News of the tattoo came to light as former Rolling Stone reporter Sabrina Rubin Erdely testified for the third day in a $7.9 million federal defamation suit filed against the magazine by former University of Virginia Associate Dean Nicole Eramo.
After a recorded interview that Erdely had with the woman was played for the jury, Erdely said that the woman had lifted up her dress to show the tattoo, a female symbol with a fist on a rose.
“She wanted the tattoo to memorialize the rape and her ability to overcome it,” Erdely testified in U.S. District Court.
"Did it ever occur to you that somebody would get a tattoo to memorialize something that never occurred?” asked defense attorney Scott Sexton.
"Never,” Erdely said. She said the woman, who is named only as "Jackie" in the story and at the trial, always vividly described details of the reported 2012 assault at a fraternity house.

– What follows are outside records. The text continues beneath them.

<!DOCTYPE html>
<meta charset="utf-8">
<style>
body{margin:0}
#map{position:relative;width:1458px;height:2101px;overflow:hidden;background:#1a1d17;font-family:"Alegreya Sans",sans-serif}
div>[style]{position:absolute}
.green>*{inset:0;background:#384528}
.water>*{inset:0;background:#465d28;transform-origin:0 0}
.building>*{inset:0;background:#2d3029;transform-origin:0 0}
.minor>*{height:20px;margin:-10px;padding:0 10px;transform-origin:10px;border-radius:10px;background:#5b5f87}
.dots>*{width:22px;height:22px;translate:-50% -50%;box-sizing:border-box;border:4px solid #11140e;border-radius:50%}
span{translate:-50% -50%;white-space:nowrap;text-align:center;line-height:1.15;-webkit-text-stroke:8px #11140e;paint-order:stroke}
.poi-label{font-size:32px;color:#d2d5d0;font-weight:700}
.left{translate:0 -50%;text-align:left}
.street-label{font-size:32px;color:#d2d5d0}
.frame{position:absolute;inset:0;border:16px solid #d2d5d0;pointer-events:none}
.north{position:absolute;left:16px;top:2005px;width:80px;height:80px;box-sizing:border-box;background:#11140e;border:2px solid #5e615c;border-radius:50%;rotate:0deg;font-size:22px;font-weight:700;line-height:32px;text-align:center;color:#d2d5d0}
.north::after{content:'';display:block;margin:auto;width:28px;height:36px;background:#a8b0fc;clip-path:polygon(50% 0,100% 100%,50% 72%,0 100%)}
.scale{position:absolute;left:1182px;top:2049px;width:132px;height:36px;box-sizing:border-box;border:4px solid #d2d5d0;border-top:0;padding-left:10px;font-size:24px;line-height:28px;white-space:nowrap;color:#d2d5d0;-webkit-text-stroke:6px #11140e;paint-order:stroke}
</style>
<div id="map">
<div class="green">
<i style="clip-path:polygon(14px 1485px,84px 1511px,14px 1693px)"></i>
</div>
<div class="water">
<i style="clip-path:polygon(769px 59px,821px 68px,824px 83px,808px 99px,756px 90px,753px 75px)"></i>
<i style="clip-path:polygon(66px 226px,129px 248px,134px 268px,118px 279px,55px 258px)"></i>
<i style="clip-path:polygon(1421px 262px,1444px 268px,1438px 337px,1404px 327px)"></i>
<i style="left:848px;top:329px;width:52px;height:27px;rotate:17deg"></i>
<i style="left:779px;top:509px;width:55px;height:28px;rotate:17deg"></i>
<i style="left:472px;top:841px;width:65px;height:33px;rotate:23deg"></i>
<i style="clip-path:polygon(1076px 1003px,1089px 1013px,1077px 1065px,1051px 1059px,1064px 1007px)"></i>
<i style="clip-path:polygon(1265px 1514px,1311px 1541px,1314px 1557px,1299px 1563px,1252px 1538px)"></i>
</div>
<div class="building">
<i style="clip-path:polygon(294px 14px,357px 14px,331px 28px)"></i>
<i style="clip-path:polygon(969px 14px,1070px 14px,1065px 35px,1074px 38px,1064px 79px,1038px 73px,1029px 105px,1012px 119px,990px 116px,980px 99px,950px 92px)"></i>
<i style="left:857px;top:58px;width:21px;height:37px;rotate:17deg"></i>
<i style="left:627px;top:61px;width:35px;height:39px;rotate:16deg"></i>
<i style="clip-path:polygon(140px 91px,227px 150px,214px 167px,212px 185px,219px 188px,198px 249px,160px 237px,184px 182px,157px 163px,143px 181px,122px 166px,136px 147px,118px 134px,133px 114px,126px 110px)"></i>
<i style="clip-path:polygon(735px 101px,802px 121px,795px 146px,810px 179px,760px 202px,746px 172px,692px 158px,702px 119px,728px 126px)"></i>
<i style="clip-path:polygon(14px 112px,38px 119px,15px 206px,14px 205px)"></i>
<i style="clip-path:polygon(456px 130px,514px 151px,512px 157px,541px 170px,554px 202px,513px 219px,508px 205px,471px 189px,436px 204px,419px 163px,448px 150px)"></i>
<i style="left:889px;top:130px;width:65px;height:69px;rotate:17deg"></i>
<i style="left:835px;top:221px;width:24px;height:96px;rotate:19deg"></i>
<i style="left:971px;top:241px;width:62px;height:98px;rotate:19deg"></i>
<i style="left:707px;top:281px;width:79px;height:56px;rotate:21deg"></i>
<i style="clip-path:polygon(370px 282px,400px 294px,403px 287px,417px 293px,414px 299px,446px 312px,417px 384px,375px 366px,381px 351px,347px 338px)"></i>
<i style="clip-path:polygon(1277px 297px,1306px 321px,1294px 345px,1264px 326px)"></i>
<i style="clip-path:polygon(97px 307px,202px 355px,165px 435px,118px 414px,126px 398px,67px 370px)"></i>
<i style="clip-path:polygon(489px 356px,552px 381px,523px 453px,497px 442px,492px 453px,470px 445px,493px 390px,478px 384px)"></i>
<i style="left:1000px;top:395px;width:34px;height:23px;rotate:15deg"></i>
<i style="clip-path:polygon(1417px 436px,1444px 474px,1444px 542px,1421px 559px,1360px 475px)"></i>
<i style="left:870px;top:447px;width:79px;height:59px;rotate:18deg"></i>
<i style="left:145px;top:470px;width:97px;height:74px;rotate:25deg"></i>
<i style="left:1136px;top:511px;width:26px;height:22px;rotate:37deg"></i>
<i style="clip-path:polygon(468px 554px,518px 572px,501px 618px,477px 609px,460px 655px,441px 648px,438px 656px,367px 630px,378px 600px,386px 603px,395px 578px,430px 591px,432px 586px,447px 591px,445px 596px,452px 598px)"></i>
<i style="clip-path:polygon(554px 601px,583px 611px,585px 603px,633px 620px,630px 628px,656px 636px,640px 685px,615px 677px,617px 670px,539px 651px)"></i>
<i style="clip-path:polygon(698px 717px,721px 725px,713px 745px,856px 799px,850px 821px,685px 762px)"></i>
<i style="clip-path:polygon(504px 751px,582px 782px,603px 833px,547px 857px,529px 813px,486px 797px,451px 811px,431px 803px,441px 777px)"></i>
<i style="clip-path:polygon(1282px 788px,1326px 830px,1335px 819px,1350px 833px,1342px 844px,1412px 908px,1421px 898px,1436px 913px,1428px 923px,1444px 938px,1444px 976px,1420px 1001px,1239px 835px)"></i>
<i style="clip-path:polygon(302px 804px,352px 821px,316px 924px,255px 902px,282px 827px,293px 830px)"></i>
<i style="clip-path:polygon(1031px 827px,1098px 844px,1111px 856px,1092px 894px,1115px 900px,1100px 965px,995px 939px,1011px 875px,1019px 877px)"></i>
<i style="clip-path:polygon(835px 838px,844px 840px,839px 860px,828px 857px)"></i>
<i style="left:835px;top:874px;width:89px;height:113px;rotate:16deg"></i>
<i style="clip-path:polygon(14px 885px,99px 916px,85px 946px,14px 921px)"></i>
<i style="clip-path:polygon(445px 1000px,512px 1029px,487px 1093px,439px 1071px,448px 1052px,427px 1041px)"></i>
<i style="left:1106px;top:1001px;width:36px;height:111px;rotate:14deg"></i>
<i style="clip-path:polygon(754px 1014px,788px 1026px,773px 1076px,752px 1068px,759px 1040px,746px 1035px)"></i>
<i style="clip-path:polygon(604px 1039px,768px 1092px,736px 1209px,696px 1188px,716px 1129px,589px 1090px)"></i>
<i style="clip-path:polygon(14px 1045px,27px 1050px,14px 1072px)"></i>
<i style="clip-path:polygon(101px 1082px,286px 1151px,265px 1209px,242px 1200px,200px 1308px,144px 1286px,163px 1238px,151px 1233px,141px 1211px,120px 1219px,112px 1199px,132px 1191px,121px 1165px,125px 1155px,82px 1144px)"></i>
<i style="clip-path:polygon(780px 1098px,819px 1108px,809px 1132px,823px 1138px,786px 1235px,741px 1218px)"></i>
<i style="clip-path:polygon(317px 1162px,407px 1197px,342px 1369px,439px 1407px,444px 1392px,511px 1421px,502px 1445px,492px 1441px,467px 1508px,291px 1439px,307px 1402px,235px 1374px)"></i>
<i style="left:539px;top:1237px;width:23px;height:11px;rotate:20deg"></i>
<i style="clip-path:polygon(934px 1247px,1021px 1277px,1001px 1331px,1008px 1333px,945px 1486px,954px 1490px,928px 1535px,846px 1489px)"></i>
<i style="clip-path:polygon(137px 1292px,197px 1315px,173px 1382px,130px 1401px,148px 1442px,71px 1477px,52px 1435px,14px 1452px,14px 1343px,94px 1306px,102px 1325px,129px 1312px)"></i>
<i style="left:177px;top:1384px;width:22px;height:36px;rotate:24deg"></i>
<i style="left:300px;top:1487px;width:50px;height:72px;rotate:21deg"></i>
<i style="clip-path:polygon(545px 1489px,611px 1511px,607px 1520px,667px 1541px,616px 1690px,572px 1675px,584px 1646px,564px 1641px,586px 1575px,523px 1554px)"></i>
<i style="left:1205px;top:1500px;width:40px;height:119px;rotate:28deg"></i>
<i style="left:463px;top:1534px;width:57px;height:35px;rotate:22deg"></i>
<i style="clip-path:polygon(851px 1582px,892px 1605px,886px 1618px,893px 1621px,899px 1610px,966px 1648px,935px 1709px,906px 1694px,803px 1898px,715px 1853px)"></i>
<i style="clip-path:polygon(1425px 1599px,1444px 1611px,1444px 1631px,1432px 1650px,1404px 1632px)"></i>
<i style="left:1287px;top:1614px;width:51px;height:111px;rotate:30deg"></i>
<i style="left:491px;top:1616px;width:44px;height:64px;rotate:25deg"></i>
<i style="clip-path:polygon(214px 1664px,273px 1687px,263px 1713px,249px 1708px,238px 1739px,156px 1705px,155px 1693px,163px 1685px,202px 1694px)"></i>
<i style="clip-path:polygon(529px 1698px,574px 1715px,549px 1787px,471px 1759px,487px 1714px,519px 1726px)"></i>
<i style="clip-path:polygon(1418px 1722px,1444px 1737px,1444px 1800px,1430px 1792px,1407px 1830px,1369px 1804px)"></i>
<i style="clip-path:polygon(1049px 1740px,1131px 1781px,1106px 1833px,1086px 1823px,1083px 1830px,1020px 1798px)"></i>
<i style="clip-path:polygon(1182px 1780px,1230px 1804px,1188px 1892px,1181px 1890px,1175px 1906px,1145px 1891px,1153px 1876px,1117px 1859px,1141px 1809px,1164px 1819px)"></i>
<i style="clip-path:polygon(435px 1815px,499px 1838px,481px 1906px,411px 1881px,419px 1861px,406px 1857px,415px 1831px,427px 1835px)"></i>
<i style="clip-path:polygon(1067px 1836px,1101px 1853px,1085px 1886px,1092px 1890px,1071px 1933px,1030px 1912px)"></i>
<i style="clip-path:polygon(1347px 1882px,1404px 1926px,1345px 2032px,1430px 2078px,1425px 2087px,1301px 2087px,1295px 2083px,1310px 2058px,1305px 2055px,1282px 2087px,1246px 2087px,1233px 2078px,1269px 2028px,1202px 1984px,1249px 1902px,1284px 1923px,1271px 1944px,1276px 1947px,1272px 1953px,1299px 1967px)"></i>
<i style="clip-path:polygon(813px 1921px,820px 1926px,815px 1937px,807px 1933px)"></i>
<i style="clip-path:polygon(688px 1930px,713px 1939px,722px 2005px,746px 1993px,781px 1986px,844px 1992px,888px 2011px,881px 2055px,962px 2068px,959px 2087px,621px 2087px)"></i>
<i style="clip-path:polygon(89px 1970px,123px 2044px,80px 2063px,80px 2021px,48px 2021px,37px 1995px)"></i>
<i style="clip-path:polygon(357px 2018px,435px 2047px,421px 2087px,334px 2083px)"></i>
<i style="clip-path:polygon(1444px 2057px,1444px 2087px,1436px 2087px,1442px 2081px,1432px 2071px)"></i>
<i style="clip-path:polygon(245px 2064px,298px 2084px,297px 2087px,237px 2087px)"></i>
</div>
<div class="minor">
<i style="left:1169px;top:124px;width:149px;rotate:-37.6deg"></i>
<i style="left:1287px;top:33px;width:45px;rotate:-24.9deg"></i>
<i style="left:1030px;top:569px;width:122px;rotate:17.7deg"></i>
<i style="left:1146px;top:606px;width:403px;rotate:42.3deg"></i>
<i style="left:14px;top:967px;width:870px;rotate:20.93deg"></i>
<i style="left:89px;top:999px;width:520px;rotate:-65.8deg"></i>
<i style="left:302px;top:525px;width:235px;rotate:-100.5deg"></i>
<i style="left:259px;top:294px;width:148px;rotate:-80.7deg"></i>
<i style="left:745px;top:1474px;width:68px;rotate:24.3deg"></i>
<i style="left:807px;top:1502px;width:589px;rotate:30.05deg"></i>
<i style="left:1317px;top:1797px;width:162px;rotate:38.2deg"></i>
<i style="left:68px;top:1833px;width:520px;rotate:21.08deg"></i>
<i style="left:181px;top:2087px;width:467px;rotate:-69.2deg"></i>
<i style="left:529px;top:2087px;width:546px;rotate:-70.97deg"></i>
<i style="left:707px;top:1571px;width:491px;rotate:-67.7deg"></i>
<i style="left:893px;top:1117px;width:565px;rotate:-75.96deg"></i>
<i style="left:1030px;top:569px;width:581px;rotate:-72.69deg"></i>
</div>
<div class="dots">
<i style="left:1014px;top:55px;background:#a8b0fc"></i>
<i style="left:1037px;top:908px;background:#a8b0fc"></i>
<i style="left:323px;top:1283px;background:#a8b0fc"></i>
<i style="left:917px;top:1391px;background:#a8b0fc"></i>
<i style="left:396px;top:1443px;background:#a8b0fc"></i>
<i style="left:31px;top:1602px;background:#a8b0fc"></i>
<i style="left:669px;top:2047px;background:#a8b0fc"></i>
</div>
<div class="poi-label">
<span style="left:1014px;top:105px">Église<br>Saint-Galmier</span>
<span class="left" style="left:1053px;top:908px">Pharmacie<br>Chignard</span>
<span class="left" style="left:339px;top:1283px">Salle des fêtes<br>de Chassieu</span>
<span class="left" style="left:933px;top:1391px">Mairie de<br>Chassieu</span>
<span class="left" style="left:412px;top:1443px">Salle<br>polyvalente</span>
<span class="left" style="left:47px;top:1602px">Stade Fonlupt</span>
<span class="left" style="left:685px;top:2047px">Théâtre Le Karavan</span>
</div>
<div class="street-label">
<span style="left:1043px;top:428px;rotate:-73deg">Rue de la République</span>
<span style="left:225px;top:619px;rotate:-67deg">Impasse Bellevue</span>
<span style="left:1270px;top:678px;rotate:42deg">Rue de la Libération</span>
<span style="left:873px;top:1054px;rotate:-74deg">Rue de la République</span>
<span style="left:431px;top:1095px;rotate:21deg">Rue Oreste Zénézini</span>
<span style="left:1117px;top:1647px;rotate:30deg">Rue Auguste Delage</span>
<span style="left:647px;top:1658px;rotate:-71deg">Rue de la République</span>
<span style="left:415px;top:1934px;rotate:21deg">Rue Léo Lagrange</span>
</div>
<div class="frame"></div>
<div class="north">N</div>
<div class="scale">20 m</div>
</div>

The 2014 story, "A Rape on Campus," set off protests and debate about rape on college campuses. Rolling Stone retracted the article in April 2015, and an investigation by Charlottesville police found that the attack never occurred.
Eramo has accused the magazine of painting her as the villain in the story. She and university administrators were criticized in it for not taking stronger action to support victims of sexual violence.
Defense attorneys have said that as a public figure, Eramo could constitutionally be subject to criticism. They also have said Erdely, her editor and Rolling Stone believed in Jackie’s credibility.
Attorneys representing Eramo, who is now in an administrative role, have contended that Erdely and her editors never verified key elements of the story.
Jackie’s video deposition has yet to be heard by the jury.
While the incident depicted in the story never occurred, sex assaults remain a major concern on U.S. college campuses. Some reports estimate that one in five female students will be victims of sex assault during their college years.